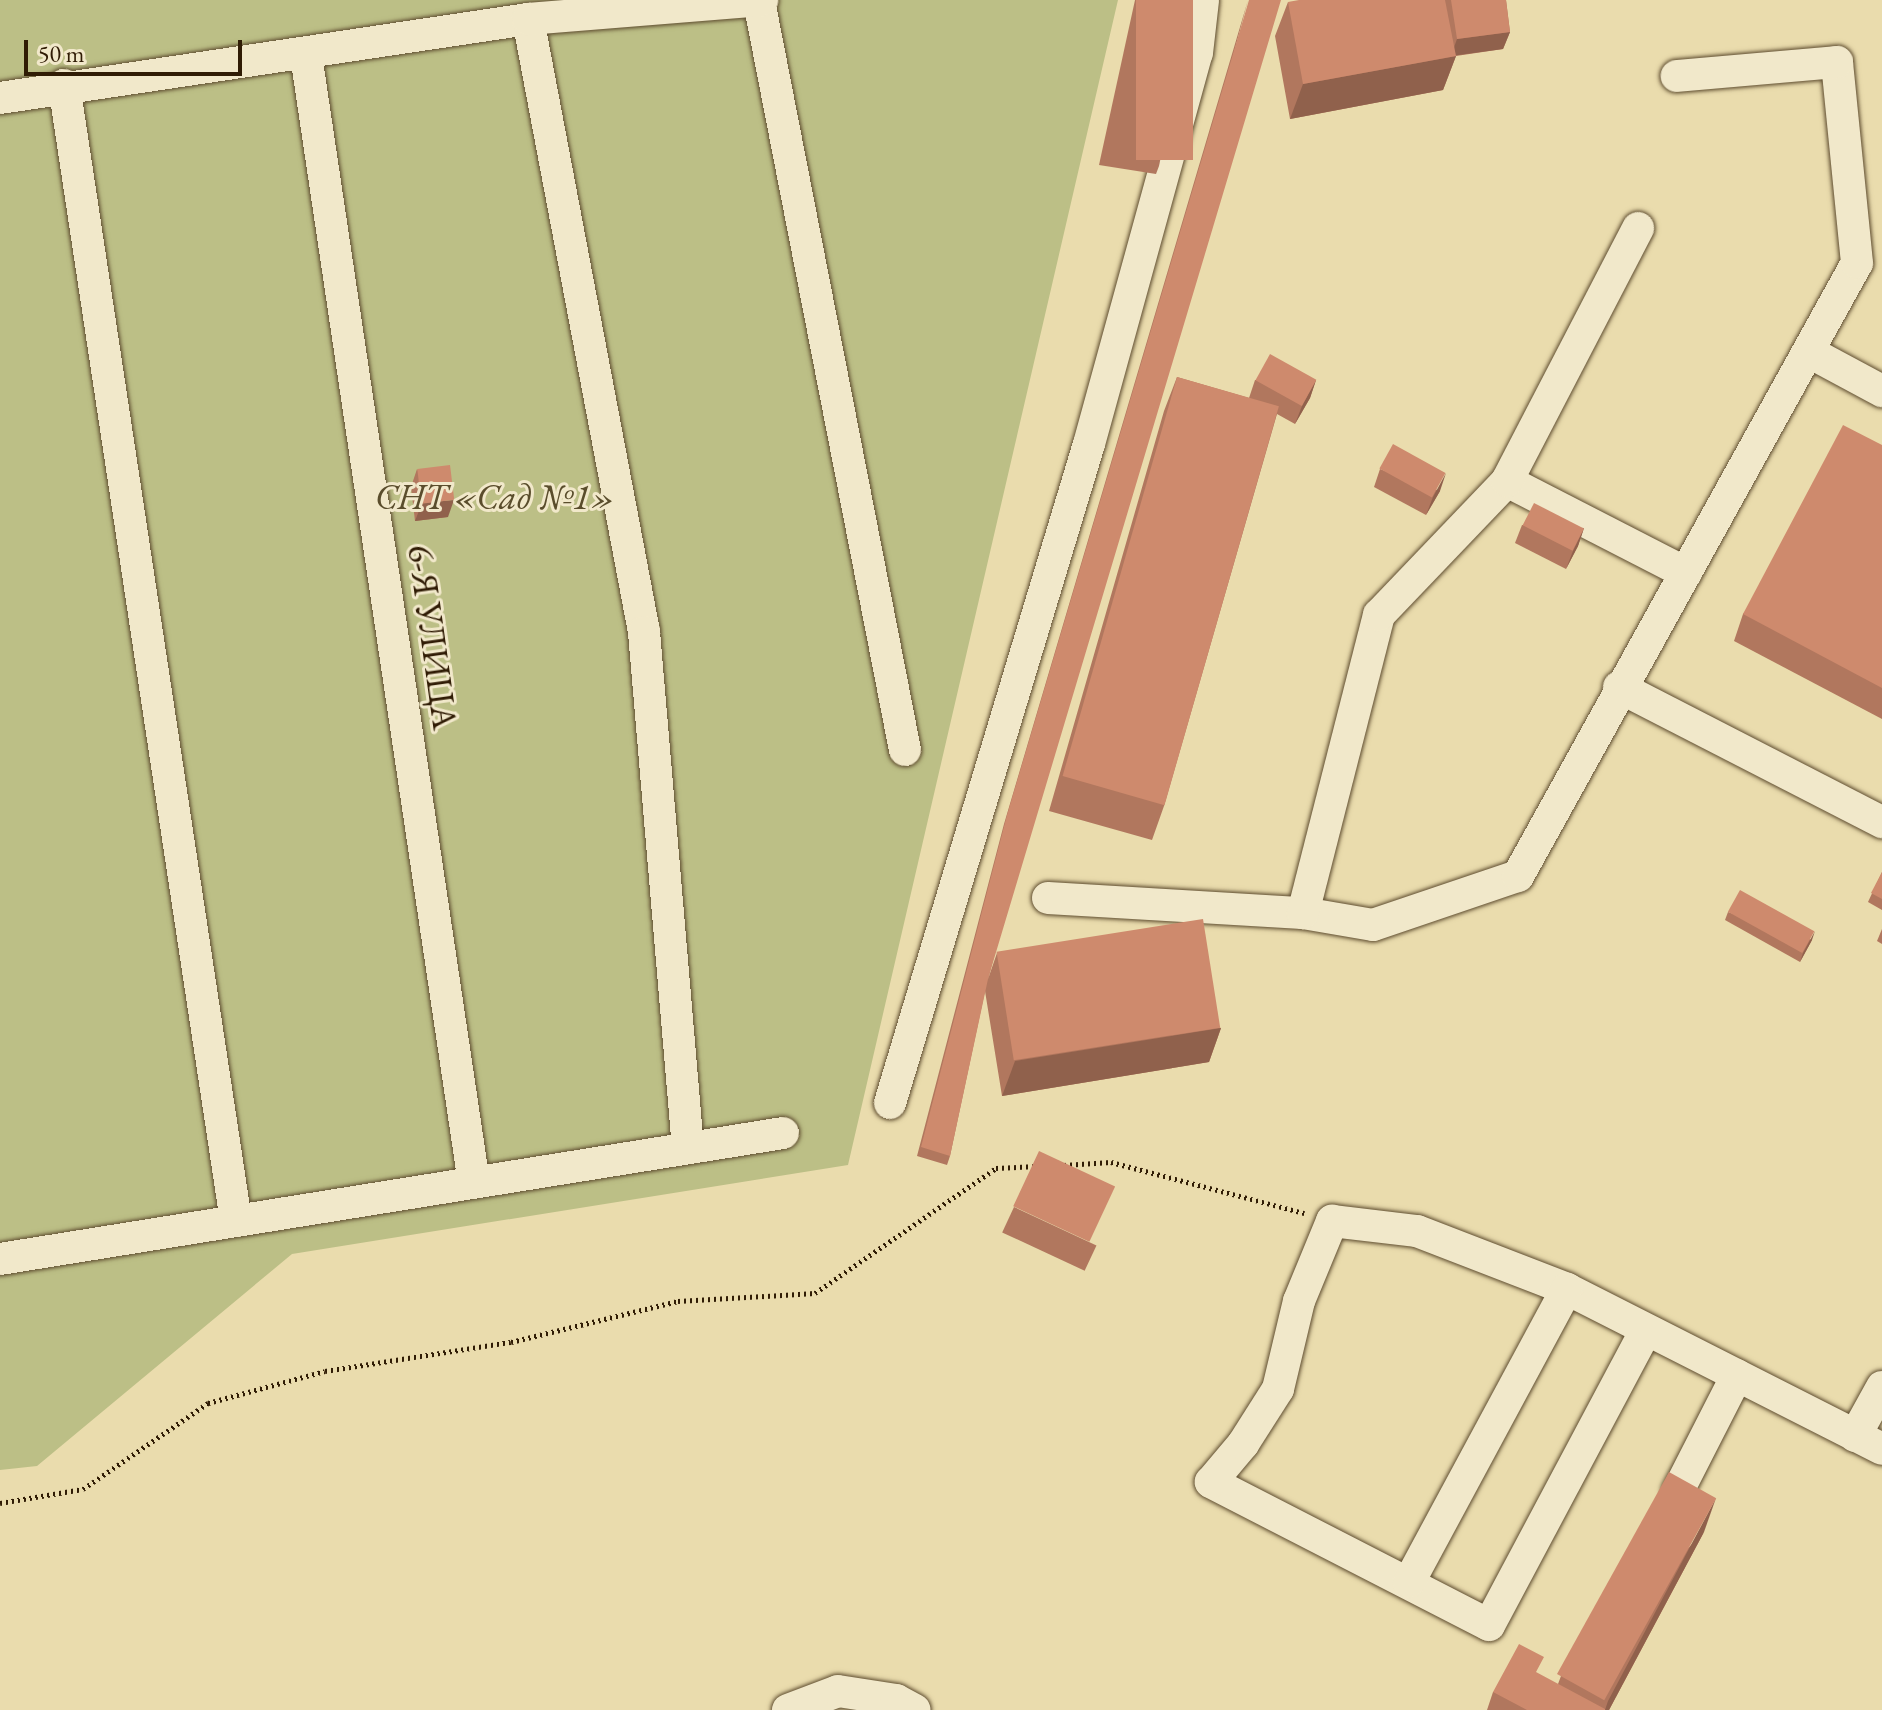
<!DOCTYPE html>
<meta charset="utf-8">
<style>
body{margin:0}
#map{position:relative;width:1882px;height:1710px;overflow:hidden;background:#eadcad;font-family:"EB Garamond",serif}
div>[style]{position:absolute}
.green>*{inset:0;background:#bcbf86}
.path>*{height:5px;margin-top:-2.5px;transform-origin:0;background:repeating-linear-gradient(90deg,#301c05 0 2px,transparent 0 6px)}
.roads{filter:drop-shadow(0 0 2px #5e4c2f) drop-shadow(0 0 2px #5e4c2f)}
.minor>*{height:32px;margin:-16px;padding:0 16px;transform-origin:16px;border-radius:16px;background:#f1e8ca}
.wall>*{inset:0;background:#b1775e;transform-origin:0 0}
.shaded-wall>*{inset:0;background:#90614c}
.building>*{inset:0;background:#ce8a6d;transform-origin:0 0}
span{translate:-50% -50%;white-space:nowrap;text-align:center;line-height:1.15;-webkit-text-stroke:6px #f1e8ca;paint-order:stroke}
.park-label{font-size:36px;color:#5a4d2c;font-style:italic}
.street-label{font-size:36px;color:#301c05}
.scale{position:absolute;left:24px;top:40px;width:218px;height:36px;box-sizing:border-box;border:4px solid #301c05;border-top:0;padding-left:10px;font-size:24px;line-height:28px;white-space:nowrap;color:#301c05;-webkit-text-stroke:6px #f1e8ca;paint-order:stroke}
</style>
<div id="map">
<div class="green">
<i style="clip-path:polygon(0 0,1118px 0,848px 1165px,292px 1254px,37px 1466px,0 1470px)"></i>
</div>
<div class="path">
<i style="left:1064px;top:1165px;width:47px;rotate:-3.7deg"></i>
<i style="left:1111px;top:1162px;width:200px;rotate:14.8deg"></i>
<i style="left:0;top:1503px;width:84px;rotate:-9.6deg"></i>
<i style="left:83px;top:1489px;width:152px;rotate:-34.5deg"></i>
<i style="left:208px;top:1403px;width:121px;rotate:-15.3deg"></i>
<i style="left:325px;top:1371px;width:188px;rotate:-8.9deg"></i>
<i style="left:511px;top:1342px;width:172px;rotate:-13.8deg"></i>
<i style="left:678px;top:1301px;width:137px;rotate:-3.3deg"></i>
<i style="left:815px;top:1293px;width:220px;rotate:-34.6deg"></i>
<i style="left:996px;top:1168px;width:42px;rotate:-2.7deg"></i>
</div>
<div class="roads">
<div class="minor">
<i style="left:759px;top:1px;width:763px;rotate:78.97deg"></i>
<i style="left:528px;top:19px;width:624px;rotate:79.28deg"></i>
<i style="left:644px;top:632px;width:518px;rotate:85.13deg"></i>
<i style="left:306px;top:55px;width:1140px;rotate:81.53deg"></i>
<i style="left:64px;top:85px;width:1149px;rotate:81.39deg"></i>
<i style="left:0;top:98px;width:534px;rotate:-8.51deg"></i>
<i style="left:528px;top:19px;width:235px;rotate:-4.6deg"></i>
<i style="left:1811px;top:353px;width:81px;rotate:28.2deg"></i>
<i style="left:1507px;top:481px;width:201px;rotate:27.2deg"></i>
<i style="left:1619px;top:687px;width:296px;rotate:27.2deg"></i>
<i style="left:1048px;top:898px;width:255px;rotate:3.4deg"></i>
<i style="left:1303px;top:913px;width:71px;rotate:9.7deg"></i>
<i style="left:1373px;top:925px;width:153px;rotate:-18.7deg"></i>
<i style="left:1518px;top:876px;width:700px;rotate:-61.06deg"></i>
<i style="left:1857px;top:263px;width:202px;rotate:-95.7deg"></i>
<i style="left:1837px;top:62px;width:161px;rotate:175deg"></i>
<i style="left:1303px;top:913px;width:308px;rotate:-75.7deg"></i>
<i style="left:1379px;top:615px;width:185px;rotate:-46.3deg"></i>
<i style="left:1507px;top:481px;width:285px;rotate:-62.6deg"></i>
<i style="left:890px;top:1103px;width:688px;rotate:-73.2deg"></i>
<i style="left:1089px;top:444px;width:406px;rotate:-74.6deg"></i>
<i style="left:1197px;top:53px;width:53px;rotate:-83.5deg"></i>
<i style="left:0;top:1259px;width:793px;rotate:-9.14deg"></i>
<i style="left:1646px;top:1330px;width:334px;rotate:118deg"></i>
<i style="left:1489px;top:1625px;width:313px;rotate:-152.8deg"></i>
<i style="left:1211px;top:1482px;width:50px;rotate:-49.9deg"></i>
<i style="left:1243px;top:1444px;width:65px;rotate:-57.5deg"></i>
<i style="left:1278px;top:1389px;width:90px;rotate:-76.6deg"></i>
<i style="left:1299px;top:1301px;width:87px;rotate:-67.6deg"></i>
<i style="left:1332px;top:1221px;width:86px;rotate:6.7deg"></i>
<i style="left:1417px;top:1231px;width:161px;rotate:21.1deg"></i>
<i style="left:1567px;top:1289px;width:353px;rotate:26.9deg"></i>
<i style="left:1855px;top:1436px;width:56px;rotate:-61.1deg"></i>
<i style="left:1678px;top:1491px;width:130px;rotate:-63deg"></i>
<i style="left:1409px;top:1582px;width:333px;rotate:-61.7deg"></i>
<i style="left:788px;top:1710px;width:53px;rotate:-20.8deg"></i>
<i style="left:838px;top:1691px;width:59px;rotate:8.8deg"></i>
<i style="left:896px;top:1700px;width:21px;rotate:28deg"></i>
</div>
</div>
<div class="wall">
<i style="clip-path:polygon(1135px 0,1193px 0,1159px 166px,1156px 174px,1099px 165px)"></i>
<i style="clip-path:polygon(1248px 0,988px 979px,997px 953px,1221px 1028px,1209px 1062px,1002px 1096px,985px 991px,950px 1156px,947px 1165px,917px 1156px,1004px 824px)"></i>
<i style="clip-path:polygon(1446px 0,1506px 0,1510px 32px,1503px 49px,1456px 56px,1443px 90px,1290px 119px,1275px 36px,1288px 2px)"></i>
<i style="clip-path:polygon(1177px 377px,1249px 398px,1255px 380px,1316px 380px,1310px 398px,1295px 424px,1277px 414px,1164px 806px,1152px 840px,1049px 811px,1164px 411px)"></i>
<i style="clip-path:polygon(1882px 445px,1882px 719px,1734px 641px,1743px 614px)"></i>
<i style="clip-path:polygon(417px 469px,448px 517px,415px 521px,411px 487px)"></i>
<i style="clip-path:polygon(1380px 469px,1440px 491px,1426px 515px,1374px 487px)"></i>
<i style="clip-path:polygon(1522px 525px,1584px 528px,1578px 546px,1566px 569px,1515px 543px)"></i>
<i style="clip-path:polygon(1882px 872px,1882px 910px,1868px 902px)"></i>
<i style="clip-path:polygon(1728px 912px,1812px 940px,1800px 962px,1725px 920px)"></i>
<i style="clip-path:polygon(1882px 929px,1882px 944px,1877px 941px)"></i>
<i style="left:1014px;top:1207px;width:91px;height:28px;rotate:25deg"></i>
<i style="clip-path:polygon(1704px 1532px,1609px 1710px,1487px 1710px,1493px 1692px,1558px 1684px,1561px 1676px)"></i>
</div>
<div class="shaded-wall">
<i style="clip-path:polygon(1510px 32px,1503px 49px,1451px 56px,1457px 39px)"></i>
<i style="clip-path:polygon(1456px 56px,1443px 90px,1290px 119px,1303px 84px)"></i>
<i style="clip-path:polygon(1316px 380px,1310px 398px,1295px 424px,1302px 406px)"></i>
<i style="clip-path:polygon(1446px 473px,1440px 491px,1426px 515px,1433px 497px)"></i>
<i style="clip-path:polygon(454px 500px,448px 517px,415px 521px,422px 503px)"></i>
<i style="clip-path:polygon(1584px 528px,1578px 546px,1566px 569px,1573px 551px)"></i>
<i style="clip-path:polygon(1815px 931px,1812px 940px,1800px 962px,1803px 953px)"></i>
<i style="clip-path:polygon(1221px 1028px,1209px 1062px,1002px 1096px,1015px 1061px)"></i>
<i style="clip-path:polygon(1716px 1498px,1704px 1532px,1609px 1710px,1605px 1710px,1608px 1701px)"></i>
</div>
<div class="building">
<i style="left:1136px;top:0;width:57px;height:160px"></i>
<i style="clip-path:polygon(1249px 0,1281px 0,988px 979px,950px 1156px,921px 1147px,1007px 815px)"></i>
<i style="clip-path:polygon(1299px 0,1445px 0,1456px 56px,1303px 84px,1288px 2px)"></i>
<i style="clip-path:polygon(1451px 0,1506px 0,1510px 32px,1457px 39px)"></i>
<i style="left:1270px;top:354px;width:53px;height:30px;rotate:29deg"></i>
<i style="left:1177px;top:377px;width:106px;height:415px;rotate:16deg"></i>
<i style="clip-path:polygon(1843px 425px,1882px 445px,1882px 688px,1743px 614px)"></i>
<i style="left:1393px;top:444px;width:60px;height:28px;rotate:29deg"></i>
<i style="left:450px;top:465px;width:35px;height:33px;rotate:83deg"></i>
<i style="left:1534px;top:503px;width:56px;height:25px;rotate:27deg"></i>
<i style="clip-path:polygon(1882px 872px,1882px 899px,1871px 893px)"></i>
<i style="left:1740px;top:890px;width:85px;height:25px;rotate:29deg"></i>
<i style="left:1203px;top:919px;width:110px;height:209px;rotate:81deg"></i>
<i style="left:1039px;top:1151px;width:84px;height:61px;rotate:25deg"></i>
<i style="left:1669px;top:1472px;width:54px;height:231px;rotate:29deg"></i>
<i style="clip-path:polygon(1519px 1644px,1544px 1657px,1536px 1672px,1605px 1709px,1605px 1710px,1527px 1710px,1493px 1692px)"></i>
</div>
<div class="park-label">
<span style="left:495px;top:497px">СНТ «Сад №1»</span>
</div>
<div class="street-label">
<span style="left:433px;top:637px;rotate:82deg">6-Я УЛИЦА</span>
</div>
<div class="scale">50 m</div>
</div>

- **EXERCISE DIRECTIONS**
Find how many lines in the entries above use the word "shaded". Write the number alone.

- **RESULT BELOW**
2